Wyświetl Pojedyńczy Post
Stary 16-06-2023, 19:36   #39
Mirekt13
 
Mirekt13's Avatar
 
Reputacja: 1 Mirekt13 nie jest za bardzo znany
Tobias spojrzał na wysiadających z łodzi mieczników i przeklął w duchu. - Szlag, nie widzę szansy podejść niepostrzeżenie do chat z tą hałastrą. Już miał coś powiedzieć ale Theiss go uprzedziła. Zrobiło się trochę ciszej. Kiedy wszyscy już wysiedli poszedł przodem, dając znak ręką Theiss by szli za nim. Ciało zwierzoczłeka nie było niespodzianką, zwłaszcza z dziurą po bełcie. Tobias próbował odczytać - z położenia rany - z którego kierunku mógł paść strzał.

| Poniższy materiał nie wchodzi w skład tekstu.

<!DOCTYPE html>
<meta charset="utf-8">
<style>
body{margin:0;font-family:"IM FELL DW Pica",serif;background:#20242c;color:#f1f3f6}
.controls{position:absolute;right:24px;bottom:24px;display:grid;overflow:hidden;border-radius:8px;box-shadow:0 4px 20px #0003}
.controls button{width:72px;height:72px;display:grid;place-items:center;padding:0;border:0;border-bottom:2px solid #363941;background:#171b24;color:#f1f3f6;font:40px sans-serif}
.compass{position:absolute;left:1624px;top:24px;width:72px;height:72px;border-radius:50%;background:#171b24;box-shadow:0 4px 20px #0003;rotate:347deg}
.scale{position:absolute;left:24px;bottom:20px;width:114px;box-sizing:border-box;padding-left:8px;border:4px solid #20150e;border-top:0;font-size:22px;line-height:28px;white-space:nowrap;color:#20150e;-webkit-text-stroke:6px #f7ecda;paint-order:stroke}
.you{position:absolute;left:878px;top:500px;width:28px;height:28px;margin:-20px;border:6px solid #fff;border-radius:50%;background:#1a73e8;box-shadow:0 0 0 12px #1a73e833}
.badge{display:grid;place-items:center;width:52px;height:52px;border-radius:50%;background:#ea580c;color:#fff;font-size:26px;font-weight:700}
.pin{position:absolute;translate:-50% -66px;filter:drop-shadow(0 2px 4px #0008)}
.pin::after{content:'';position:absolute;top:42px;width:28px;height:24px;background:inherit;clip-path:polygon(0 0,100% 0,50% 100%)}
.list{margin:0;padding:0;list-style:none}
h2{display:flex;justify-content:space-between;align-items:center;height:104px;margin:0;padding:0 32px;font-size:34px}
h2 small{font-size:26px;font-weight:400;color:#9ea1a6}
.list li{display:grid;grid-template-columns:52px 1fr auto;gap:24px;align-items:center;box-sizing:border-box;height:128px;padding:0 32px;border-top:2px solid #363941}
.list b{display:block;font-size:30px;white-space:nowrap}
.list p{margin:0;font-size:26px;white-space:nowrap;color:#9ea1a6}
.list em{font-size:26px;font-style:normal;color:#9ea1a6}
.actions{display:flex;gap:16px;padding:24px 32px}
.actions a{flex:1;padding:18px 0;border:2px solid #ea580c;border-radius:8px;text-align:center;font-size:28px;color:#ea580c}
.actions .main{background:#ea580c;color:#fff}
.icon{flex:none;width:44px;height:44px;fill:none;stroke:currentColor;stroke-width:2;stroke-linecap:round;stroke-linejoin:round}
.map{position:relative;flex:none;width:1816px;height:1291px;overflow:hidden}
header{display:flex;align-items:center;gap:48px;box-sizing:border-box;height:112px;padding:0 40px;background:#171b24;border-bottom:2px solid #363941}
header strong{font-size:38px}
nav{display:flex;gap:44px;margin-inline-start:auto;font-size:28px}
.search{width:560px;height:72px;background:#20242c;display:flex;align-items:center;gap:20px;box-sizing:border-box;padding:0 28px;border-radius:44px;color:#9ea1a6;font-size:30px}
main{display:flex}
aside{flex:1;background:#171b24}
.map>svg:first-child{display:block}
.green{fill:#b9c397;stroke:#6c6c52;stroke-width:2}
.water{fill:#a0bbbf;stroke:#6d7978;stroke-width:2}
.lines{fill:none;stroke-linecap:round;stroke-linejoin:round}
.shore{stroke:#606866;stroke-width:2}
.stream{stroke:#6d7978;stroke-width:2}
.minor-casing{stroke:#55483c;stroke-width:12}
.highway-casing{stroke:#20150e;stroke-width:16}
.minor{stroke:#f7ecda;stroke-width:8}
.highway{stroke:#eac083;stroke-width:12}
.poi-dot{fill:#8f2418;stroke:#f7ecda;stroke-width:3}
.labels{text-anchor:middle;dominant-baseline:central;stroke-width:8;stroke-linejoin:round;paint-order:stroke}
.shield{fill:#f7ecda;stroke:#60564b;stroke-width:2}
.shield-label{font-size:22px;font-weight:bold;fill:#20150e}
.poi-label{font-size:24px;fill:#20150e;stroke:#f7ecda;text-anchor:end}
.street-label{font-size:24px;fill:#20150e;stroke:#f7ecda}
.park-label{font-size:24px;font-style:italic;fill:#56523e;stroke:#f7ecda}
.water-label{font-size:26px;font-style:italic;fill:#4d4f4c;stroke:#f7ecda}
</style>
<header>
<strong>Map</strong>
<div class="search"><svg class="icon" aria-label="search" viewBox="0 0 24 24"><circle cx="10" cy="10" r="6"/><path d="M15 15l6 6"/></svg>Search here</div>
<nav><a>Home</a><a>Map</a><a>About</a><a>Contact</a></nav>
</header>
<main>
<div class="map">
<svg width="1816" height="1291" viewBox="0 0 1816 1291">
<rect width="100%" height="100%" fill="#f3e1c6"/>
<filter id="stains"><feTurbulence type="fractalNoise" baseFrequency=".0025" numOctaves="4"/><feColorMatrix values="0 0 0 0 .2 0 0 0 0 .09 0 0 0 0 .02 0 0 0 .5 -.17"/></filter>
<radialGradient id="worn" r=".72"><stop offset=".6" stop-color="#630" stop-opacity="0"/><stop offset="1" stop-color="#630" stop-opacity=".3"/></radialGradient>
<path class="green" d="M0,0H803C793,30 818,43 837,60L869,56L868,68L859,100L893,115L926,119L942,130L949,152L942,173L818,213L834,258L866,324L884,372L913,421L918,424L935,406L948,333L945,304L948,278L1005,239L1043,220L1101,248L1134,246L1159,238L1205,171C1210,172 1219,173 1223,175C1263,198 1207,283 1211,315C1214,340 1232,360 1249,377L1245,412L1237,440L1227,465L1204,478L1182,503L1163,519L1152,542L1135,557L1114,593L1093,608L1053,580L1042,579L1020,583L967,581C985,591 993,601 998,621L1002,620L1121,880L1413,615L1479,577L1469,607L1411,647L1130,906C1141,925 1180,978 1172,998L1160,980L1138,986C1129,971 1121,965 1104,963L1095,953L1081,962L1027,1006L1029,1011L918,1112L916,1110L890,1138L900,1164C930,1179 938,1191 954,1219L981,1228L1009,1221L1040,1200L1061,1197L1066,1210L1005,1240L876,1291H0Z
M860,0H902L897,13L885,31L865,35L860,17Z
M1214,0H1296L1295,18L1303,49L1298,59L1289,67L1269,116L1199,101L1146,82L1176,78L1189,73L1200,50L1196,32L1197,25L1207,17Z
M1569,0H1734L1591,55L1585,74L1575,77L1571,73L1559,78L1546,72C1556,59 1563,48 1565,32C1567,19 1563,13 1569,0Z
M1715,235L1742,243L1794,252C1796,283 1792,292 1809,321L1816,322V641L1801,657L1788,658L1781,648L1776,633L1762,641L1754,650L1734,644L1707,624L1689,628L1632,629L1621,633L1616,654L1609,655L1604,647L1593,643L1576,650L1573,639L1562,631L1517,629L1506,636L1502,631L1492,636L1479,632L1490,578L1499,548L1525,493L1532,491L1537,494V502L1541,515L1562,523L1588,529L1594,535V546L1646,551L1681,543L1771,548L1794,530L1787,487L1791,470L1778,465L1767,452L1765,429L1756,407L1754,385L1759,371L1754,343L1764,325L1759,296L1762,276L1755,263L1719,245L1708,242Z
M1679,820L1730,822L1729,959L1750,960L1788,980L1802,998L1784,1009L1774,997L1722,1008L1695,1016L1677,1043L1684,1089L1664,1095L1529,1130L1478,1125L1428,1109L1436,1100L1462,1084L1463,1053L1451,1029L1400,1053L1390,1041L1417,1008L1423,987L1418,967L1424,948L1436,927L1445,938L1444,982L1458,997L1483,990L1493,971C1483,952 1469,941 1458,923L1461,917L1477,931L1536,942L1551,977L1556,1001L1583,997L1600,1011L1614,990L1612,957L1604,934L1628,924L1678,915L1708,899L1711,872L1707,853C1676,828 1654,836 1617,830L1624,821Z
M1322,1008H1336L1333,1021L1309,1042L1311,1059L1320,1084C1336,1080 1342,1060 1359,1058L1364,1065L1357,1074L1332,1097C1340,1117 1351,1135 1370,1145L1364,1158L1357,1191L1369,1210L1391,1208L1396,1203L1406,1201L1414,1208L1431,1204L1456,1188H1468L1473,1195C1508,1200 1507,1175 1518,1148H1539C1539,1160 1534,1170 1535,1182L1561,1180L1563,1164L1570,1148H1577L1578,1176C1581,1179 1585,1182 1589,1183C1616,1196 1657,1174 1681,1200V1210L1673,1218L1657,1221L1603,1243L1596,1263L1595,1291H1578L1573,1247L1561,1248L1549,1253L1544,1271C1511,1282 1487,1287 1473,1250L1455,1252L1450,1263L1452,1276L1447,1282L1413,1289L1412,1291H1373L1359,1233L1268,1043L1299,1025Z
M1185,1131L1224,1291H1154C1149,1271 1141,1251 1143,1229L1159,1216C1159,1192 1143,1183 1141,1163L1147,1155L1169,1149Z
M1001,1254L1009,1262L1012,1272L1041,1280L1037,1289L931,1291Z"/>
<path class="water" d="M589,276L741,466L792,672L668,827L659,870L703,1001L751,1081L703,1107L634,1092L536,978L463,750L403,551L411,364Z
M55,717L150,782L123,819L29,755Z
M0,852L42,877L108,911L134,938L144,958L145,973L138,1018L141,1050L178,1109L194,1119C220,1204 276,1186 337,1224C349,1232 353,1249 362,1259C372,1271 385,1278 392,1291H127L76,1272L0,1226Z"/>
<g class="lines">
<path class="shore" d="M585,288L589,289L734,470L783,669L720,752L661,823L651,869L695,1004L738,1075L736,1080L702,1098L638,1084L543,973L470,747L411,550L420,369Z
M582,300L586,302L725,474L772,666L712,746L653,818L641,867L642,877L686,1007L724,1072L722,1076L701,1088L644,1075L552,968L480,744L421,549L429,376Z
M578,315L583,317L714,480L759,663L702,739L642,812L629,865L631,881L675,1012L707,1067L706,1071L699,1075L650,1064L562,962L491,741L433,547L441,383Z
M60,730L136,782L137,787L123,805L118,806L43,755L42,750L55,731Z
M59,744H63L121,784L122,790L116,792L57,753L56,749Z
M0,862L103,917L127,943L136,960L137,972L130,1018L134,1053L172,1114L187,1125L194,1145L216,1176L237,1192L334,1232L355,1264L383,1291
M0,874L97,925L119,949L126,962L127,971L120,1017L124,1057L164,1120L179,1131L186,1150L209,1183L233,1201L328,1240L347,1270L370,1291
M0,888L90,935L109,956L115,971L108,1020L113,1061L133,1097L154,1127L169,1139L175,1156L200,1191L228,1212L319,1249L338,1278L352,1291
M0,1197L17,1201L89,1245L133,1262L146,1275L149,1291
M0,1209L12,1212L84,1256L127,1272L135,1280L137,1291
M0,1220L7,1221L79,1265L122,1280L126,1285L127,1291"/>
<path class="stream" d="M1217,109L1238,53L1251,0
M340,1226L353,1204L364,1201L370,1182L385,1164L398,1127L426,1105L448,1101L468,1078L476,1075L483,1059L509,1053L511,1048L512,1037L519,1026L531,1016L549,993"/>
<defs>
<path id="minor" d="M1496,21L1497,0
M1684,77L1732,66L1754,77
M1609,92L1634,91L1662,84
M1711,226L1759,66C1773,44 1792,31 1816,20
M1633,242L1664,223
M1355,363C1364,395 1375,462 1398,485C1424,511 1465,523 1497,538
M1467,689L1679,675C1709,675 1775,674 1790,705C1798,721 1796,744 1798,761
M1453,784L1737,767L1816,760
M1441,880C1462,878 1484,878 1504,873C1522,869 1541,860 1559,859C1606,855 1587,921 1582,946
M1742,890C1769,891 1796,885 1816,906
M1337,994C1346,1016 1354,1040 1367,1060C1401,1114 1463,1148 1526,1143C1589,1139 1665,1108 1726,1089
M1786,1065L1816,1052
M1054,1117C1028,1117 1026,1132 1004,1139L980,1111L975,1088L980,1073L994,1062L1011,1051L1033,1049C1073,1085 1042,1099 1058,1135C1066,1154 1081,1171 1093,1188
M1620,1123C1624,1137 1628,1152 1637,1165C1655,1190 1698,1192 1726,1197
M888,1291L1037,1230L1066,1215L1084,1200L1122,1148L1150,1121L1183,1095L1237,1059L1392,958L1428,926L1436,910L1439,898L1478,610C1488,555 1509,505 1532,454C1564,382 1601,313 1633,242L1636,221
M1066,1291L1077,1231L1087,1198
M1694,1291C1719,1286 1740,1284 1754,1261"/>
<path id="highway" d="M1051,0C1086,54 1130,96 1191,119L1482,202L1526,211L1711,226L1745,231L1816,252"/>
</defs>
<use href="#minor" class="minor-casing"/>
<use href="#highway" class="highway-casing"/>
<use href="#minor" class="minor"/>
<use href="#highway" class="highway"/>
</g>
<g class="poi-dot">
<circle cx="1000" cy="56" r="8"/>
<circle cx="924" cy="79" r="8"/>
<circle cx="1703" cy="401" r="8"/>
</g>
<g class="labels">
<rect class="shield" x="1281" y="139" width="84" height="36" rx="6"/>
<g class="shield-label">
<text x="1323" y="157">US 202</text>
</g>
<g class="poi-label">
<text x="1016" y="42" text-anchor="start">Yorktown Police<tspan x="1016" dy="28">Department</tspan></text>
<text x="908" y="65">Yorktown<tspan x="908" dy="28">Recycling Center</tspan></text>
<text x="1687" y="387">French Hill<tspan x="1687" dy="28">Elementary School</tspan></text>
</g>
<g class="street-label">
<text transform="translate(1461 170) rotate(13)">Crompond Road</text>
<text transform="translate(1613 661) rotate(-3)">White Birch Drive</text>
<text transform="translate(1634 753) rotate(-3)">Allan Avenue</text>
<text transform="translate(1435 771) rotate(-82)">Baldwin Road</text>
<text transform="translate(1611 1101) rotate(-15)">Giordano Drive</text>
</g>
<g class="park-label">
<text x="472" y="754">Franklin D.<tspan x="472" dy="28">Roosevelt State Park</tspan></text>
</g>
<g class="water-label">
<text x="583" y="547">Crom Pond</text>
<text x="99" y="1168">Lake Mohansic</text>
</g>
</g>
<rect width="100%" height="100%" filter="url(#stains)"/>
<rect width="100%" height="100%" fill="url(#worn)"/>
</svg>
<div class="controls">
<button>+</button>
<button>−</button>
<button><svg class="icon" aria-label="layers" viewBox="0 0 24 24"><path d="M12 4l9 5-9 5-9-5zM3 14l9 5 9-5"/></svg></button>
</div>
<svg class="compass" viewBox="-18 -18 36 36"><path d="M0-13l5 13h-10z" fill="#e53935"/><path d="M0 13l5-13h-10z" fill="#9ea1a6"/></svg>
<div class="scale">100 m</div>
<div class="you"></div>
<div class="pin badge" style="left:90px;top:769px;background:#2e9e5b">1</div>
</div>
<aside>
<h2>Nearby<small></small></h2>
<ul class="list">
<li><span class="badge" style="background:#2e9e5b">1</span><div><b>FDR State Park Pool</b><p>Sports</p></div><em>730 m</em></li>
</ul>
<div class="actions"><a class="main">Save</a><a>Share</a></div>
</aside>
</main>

- To nie na moją głowę - pomyślał. Kiedy dotarli do niego miecznicy i przyglądali się ciału nagle coś usłyszał. Odgłosy, jakby ktoś ostrożnie szedł z przeciwnego kierunku - jeżeli to są zwierzoludzie to ja jestem Nocnym Goblinem - pomyślał Tobias. Dał znać wyprostowaną dłonią, domagając się zupełnej ciszy, a kiedy miecznicy stojący najbliżej niego wraz z Theiss - spoglądając się na niego z wyczekiwaniem - wskazał palcem kierunek skąd dobiegały głosy. Ostrożnie wyjął z kołczanu strzałę i założył na cięciwę. - Chyba lepiej się upewnić czy to nie Nasi - przeszło mu przez myśl po czym przytrzymując łuk i strzałę jedną ręką - drugą wyjął z kieszeni trzy kamienie które wziął ze sobą. Niemo oznajmił dowódczyni mieczników co zamierza uczynić po czym rzucił mocno wszystkie w kierunku skąd 'ktoś' podchodził. Nie mógł nimi oczywiście uczynić krzywdy, ale zmylić już być może tak. A kto wie, może 'ktoś' trafiony wyda jakiś dźwięk i może nie będzie to beczenie zwierzoczłeka. Gdy kamienie były w powietrzu Tobias chwycił lotkę i delikatnie napiął łuk.